Canada

Facing Nova Scotia’s environmental racism

Dalhousie professor speaks about environmental challenges faced by marginalized communities

Facing Nova Scotia’s environmental racism
(Photo via the Canadian Centre for Ethics in Public Affairs)
written by Julianne Steeves
September 18, 2015 11:04 am

 

 

Polluters go to Mi’kmaq or African Nova Scotian communities not only for their inexpensive land, but also because these communities don’t have the political power to resist polluting industries.

This was one of the many things discussed at The Canadian Centre for Ethics in Public Affairs’ (CCEPA) Sept. 10 lecture focusing on how Nova Scotia’s environmental racism fits into broader issues of capitalism and colonialism.

Environmental racism is defined as the “placement of low-income or minority communities in proximity to environmentally hazardous or degraded environments.”
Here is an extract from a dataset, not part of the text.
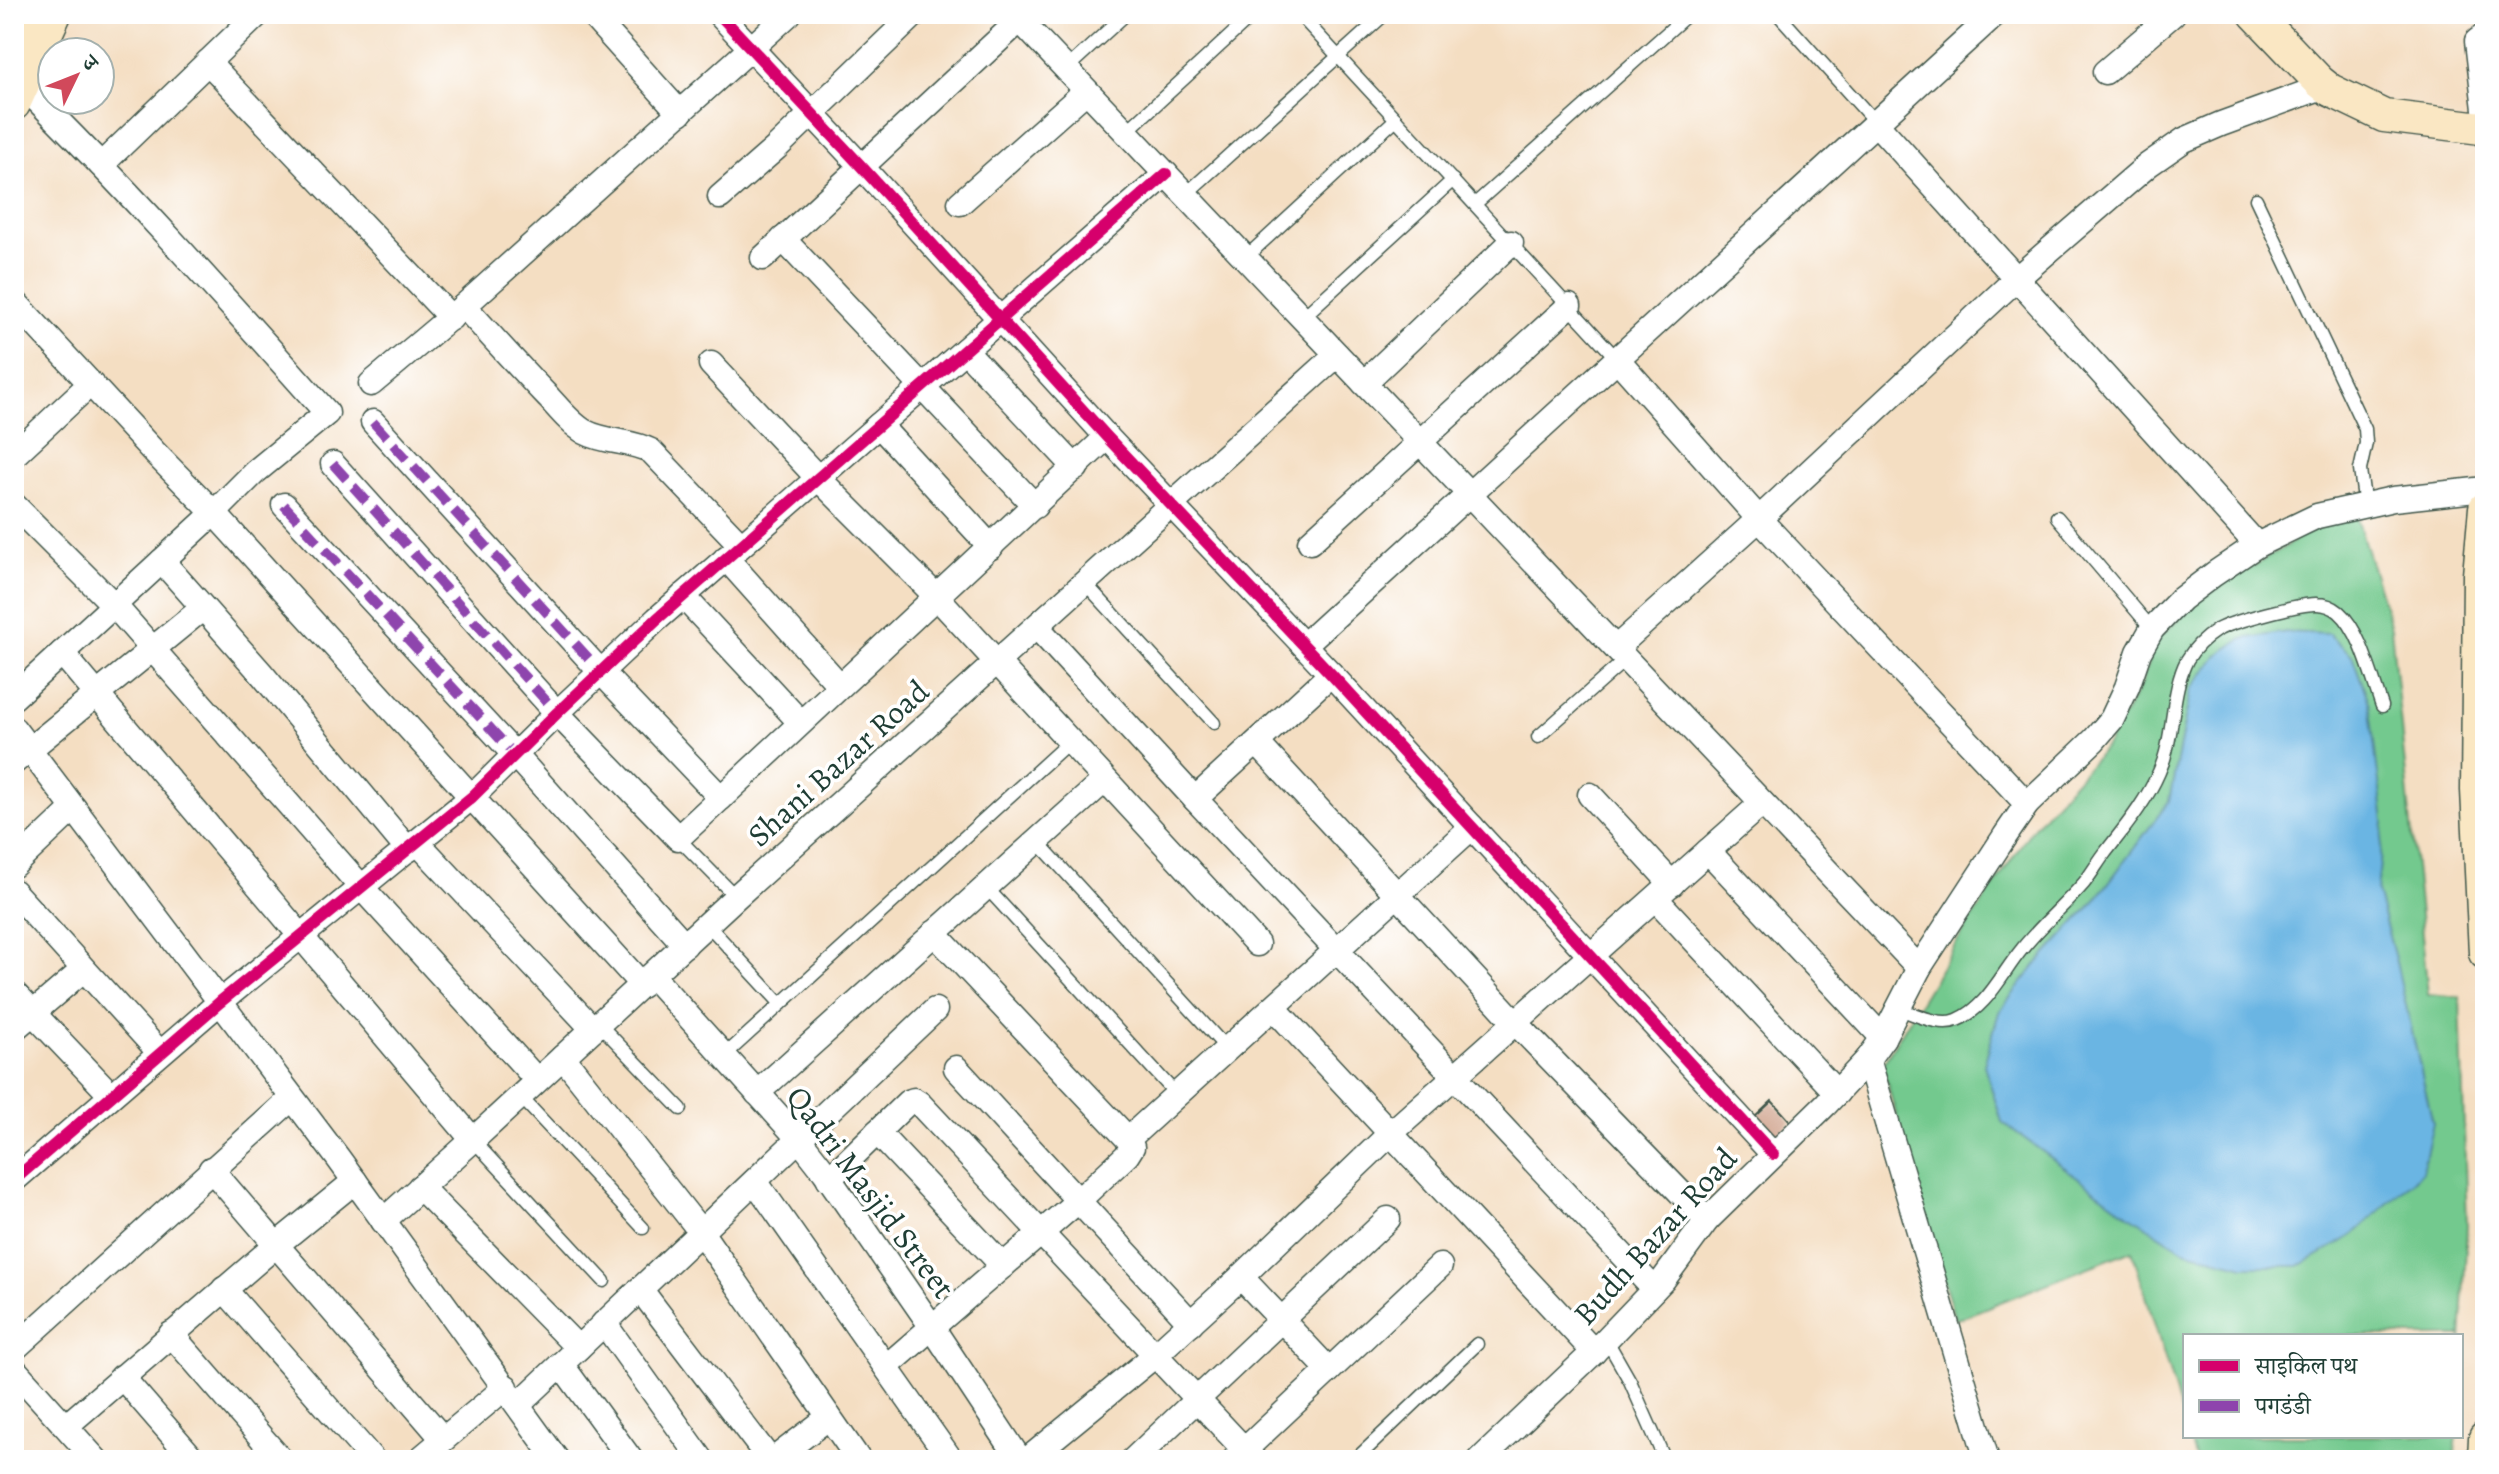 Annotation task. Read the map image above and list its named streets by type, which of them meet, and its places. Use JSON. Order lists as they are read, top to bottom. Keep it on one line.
{"streets":{"street":["Shani Bazar Road","Qadri Masjid Street","Budh Bazar Road"]},"crossings":[["Shani Bazar Road","Qadri Masjid Street"]],"legend":["साइकिल पथ","पगडंडी"],"north":"top right"}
Ingrid Waldron, an assistant professor at Dalhousie’s School of Nursing, made the point about Nova Scotian polluters. She has researched environmental racism in Nova Scotia since 2012. Most of her research involves listening to people from communities that directly face environmental racism.

“What I like about this project is that there’s a community activism piece, where you’re actually doing something real in the communities,” Waldron said, “and an intellectual piece where, for the first time, I’ve really been able to explore tonight [at the lecture].”

Nova Scotia has a history of environmental racism and Waldron believes that, for social and economic reasons, racism is written into environmental policy.

Dumps have been located in African Nova Scotian communities for decades, including Africville and Lincolnville.

When a pulp mill was built near the Pictou Landing First Nation reserve, a waste treatment lagoon was located there. The toxic waste in Boat Harbour, now scheduled to be cleaned up by 2020, destroyed hunting and fishing for the people of Pictou Landing.

In Waldron’s research, communities have shared the prevalent health concerns that they feel are caused by industry, such as rare cancers, asthma, heart disease and diabetes.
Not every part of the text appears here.